> PROBLEM DESCRIPTION: Go through the listing below and gather every line with the word "white".

══ INPUT ══

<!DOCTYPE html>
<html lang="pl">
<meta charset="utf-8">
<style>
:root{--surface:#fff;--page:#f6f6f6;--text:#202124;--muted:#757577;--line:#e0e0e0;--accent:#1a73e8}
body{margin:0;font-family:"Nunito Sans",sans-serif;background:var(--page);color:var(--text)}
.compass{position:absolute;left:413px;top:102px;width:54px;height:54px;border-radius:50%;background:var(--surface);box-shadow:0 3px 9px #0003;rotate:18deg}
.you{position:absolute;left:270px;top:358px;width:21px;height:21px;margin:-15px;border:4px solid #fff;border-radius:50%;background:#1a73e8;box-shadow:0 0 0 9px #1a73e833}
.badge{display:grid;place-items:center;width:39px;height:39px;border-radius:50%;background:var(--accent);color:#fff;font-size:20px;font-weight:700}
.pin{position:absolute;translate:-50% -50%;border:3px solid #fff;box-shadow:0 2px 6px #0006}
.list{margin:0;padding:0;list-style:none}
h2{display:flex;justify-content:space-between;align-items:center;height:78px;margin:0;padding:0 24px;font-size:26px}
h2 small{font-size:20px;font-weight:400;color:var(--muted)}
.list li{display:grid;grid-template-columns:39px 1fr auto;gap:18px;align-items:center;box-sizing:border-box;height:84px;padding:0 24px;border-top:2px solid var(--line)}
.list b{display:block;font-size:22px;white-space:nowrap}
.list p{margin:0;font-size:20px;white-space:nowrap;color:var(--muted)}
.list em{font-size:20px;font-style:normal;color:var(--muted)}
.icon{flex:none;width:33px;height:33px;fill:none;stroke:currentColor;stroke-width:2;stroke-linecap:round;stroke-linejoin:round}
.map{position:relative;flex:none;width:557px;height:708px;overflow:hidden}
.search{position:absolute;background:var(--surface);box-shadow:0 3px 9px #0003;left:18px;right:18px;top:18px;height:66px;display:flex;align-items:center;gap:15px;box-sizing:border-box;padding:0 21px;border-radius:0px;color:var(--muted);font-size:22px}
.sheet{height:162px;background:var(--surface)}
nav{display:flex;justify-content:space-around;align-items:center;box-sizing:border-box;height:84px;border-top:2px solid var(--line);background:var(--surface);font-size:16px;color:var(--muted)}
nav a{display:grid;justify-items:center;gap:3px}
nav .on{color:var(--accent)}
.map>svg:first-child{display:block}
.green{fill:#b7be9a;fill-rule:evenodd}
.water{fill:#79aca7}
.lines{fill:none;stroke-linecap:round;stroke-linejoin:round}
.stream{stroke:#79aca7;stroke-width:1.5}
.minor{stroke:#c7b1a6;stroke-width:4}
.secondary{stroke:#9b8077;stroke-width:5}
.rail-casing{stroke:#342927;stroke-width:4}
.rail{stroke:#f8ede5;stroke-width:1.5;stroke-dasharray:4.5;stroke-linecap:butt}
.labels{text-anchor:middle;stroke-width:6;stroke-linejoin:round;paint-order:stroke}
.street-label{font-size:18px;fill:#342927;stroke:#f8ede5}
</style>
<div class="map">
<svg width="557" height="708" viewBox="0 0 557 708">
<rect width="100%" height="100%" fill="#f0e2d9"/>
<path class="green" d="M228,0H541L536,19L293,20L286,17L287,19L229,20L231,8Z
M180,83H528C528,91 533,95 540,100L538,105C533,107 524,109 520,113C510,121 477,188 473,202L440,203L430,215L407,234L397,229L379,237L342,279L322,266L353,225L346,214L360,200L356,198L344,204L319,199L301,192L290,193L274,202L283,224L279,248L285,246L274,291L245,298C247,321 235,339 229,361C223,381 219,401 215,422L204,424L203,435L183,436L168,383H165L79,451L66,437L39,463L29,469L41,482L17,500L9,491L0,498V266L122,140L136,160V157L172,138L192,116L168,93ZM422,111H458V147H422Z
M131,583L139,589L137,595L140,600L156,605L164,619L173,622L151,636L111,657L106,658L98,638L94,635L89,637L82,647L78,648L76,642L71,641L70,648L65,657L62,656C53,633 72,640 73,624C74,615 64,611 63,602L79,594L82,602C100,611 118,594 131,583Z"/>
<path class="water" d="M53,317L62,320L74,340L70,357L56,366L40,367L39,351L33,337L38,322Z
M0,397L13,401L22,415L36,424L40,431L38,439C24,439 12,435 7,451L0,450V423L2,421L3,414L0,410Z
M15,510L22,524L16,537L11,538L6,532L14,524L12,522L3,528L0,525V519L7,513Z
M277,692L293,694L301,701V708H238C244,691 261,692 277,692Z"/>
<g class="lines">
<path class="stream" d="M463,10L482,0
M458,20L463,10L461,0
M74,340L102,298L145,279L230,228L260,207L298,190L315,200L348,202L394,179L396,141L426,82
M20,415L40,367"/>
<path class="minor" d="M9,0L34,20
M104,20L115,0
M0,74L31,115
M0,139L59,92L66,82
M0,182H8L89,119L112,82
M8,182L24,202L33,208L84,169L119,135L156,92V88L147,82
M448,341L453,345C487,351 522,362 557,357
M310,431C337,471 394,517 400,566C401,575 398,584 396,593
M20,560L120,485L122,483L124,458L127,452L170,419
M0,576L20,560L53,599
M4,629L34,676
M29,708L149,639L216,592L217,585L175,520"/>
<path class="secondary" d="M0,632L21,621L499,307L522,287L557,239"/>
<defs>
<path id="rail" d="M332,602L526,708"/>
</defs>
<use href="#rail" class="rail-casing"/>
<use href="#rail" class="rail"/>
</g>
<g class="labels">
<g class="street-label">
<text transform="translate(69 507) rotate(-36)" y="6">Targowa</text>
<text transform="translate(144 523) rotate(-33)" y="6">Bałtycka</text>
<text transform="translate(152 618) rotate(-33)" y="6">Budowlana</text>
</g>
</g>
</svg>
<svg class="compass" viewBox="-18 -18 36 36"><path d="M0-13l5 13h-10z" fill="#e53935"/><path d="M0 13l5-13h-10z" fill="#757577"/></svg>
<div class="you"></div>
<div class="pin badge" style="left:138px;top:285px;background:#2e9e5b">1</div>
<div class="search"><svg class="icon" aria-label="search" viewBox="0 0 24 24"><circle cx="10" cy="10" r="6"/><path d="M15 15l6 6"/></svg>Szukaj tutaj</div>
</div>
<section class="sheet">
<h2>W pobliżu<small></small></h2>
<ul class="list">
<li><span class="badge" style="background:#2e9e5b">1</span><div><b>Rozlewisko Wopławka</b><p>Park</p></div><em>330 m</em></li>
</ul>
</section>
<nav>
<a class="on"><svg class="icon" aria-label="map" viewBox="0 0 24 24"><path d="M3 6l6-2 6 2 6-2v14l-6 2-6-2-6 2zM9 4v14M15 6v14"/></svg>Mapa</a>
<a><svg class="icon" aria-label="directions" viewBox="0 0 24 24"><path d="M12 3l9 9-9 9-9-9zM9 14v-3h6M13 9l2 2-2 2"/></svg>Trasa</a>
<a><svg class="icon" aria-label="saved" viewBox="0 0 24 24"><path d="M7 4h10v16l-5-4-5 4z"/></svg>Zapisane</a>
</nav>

═══

> ANSWER BOX:
.list b{display:block;font-size:22px;white-space:nowrap}
.list p{margin:0;font-size:20px;white-space:nowrap;color:var(--muted)}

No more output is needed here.